Em que estágio está a implantação do entreposto da Zona Franca de Manaus em Uberlândia?
Houve um pequeno atraso, porque a crise econômica atrasou tudo um pouco. Mas a notícia que tenho, ainda informal, é que as coisas estão em fase final.

De elaboração do edital por parte do governo do Amazonas?
Isso. Uberlândia hoje é a segunda cidade de Minas Gerais, passou Contagem, passou também Ribeirão Preto (SP). É a grande cidade do Triângulo Mineiro e o entreposto trará um crescimento ainda mais vertiginoso. Vamos precisar gastar mais em infraestrutura, que é responsabilidade do governo do estado. Temos uma parceria muito forte com o prefeito Odelmo Leão. Estamos muito animados com a certeza de que Uberlândia vai progredir muito. Mas não pode ser apenas Uberlândia. Ela tem que ir levando junto as demais cidades. Temos uma região vasta no Triângulo.

Como está o andamento do processo para o asfaltamento da estrada de Campo Florido e da conclusão do contorno Sul do Anel Viário de Uberlândia, uma obra estadual paralisada há mais de dez anos?
Primeiro temos que tentar fazer a conclusão daquilo que está em execução e é muita coisa. O prefeito Odelmo sabe disso e é nosso primeiro aliado. A segunda são os projetos de expansão, os chamados links faltantes. São estradas que ligam alguns clarões. O Triângulo antigamente era separado, tinha o de cima e o de baixo, o do rio Paranaíba e o do Rio Grande, que não se comunicavam. Agora, com as estradas que foram feitas, temos comunicação plena. É claro que grandes obras viárias ainda faltam. Mas estamos fazendo os projetos. Tenho a impressão que teremos as obras no ano que vem, com a recuperação financeira do estado.

Qual a avaliação do governo de Minas sobre as críticas da cúpula da Fifa ao projeto do estádio do Morumbi para a Copa do Mundo? A impossibilidade de o estádio paulista receber jogos importantes, como o de abertura ou de semifinais do mundial, abriria espaço para o Mineirão sediar estes jogos de maior vulto?
Não vou entrar na questão do Morumbi, que é uma questão de administração do São Paulo Futebol Clube, o dono do estádio. O nosso esforço é para transformar o Mineirão no melhor estádio do Brasil em 2014. Coordeno o grupo de trabalho da Copa e o acompanho de maneira permanente. Contratamos o que há de melhor. O Mineirão tem vantagens incomparáveis. Sua localização e o espaço ao redor para expansão. O presidente da CBF (Confederação Brasileira de Futebol, Ricardo Teixeira) elogia demais o projeto. Belo Horizonte terá todas as condições para sediar a abertura ou a sede do Brasil.

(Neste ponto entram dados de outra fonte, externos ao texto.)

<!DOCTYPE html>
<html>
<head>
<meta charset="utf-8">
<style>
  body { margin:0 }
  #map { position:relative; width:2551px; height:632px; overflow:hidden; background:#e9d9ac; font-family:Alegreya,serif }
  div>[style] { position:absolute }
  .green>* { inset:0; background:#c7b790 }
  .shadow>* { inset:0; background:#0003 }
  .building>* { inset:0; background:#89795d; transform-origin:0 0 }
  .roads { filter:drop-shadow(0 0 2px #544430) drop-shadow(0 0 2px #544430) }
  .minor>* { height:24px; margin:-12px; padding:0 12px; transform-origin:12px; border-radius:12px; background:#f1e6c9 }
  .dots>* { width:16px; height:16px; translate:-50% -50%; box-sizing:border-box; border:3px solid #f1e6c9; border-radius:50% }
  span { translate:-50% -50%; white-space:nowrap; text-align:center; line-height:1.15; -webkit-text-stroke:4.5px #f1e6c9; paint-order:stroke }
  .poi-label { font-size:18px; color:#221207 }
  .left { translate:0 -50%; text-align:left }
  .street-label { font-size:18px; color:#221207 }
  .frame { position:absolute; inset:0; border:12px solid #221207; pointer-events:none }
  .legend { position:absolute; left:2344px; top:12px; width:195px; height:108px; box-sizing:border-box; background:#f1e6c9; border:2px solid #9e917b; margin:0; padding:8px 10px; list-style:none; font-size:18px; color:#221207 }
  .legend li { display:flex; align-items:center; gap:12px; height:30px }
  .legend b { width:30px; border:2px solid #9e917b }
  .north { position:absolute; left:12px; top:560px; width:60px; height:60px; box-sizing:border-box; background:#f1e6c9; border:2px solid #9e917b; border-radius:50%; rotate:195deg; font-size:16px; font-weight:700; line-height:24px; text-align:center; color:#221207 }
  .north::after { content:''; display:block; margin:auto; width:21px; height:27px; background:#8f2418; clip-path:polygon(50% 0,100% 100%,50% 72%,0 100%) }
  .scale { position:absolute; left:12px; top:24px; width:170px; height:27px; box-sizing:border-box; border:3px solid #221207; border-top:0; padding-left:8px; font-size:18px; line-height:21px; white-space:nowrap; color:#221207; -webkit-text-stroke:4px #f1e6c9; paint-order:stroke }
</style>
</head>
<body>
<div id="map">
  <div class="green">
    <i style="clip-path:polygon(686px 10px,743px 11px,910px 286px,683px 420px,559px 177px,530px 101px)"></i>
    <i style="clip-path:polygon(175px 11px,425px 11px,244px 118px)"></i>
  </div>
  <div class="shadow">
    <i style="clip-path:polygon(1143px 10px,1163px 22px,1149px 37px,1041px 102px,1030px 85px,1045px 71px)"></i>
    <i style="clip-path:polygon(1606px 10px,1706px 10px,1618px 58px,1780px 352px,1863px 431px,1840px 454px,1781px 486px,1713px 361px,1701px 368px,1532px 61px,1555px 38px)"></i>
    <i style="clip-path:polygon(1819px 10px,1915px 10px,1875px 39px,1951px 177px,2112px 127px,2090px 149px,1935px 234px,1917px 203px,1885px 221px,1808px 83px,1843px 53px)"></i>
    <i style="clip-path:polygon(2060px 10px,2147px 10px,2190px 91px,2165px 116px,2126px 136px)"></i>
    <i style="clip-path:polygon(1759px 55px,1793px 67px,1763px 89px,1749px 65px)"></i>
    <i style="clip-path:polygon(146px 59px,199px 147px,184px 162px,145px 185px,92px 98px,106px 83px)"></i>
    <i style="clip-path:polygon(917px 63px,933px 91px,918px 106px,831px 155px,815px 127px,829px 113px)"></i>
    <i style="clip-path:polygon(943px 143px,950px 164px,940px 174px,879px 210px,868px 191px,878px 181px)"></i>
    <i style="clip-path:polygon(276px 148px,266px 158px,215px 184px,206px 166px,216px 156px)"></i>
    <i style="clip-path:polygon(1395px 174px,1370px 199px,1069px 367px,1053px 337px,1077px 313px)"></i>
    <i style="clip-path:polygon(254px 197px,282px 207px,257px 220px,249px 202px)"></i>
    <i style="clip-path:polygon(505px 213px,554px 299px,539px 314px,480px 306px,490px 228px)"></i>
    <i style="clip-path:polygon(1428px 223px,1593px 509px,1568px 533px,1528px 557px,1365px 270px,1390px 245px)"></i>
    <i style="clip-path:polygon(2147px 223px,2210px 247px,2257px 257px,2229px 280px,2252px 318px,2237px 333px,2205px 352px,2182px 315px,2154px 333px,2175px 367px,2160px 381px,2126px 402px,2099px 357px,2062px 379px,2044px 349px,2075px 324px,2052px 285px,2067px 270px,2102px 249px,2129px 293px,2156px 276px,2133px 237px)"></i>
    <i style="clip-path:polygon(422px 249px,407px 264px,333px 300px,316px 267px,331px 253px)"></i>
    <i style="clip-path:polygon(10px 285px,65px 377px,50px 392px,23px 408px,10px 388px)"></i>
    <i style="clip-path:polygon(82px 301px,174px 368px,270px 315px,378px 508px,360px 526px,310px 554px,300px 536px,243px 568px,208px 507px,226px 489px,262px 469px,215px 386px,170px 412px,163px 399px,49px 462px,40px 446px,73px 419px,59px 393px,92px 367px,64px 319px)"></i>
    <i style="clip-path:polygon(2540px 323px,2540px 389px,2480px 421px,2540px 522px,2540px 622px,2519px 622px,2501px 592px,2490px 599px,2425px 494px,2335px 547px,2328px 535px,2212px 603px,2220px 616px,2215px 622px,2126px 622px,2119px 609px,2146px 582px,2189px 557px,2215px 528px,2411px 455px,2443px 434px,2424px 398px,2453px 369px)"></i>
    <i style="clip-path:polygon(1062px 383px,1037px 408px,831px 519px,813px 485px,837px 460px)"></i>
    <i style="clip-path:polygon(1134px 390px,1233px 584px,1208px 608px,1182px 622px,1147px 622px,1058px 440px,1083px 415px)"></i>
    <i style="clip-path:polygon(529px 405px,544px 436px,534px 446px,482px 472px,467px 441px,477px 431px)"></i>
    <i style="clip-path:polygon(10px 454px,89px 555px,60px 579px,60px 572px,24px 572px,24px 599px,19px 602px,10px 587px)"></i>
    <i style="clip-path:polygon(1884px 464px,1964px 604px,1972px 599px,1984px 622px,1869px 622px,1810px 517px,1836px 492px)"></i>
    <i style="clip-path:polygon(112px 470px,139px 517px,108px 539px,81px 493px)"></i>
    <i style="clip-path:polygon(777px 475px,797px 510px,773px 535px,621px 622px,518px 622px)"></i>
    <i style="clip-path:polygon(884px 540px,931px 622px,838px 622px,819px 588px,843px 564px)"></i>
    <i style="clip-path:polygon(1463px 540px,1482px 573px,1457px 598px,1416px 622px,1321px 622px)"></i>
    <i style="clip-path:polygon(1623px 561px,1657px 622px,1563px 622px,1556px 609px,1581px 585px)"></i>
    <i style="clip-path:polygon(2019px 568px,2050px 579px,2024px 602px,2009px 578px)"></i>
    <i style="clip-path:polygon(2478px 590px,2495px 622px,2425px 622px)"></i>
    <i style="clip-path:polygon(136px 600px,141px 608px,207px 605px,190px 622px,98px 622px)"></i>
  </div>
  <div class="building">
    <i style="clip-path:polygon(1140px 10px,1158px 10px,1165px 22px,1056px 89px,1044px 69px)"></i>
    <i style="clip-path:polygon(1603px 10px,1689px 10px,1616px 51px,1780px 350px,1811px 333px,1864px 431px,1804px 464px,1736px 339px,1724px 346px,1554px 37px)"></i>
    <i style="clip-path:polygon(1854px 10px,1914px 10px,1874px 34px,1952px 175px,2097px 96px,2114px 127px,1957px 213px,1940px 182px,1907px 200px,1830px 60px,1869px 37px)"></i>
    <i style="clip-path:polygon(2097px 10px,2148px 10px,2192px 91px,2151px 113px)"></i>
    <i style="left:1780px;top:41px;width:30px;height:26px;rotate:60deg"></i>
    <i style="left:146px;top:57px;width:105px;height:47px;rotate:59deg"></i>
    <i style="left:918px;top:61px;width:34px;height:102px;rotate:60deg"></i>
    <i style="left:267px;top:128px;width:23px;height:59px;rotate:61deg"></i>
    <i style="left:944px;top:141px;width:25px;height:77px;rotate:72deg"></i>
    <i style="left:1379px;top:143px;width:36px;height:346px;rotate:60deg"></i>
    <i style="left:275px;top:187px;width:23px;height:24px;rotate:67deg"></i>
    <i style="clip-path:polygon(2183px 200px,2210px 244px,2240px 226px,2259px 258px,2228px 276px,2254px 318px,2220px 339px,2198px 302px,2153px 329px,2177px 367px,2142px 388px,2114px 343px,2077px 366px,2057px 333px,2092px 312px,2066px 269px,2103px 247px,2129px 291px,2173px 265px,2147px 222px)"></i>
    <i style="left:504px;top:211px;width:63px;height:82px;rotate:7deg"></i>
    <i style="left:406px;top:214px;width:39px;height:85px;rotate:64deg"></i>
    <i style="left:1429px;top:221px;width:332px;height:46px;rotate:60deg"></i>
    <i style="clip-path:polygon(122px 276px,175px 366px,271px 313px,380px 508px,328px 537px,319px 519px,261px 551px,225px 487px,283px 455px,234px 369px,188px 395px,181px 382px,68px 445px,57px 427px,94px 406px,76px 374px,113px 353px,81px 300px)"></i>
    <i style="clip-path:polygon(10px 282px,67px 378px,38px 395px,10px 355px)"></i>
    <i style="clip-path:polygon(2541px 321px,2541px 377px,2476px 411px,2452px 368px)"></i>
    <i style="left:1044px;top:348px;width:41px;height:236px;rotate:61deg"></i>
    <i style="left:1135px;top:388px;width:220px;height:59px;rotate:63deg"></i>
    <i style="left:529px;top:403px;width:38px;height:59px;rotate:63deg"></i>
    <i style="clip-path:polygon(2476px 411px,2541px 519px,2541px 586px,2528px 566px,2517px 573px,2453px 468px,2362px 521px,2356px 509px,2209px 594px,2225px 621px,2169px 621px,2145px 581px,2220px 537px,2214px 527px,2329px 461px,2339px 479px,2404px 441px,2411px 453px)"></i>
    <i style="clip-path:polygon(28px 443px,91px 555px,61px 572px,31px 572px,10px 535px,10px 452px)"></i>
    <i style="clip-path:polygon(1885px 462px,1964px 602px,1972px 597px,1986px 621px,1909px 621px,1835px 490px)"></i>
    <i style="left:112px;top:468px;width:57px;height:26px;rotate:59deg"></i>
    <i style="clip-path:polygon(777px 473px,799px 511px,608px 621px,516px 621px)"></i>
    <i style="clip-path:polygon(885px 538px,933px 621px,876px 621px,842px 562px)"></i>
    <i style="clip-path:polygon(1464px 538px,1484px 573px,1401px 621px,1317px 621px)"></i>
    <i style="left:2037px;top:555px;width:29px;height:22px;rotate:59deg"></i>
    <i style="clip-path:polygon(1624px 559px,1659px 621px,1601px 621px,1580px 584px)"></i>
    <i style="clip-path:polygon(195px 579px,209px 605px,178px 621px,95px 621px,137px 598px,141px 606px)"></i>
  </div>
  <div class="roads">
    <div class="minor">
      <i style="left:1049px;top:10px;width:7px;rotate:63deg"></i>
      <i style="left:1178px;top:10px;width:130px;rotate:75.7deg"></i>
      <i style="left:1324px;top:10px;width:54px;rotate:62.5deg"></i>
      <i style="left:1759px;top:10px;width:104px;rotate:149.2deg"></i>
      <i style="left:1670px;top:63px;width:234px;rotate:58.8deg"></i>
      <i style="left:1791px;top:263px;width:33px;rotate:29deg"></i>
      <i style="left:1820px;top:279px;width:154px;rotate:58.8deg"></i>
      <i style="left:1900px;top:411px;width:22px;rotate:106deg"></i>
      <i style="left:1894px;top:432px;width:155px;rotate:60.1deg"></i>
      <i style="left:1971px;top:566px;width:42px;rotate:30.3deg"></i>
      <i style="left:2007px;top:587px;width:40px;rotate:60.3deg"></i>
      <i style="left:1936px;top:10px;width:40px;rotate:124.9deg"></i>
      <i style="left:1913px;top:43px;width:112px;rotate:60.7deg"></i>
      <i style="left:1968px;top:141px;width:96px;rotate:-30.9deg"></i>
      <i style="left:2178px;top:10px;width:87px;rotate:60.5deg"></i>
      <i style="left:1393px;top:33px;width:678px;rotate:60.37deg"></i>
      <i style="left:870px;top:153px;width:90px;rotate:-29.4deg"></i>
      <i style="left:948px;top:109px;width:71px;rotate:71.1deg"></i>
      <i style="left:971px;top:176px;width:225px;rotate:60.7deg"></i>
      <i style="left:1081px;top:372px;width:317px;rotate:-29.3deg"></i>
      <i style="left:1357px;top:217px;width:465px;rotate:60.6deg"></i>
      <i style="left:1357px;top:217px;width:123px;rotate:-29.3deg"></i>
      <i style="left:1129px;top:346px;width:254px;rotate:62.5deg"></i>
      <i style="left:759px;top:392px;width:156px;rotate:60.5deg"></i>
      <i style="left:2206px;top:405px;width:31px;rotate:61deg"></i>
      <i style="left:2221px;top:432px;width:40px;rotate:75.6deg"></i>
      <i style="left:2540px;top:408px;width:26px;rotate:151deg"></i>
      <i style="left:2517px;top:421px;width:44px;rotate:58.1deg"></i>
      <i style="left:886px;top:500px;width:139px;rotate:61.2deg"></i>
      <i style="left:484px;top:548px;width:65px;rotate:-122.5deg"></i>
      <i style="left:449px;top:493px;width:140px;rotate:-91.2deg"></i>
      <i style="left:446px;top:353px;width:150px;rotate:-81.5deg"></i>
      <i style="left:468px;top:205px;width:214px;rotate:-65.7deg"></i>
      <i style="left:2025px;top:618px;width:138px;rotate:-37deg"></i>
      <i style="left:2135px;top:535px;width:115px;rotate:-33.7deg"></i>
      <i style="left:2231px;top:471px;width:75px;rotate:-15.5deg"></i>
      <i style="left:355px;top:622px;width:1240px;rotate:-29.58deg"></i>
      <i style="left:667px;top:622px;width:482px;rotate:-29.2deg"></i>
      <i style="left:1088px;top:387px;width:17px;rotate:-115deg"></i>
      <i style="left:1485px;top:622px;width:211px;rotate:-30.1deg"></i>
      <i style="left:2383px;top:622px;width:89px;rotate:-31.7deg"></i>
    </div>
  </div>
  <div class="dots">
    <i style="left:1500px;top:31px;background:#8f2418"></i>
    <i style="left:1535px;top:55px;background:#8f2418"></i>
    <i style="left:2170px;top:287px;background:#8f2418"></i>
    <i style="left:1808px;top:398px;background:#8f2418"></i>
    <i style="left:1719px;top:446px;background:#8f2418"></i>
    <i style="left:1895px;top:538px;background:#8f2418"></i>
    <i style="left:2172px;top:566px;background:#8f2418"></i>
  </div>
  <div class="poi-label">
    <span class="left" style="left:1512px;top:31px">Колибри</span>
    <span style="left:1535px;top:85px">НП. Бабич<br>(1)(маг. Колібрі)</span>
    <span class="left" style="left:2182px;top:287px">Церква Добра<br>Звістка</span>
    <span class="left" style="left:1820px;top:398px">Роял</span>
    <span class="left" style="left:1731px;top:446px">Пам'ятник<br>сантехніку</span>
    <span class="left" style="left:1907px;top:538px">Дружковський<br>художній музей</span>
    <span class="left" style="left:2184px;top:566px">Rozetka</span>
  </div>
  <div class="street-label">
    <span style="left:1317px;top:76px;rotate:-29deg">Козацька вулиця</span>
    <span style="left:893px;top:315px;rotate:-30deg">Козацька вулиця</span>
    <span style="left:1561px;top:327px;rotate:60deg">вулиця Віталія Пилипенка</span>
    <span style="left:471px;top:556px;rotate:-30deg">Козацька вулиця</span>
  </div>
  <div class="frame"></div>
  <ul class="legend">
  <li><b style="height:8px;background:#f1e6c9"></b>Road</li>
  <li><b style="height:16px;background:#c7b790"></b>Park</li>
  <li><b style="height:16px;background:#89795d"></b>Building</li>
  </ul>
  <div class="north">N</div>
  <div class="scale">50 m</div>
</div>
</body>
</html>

As cidades subsedes seriam locais de treinamento para delegações?
Sim, para preparação. Mas essa não é uma escolha do governo, é uma escolha da Fifa e das seleções. Vai depender de infraestrutura hoteleira, campos de futebol e estrutura aeroportuária. Isso vai dar visibilidade às cidades. Uberlândia se encaixa neste perfil de subsede não apenas para Belo Horizonte, mas também para Brasília e até mesmo São Paulo.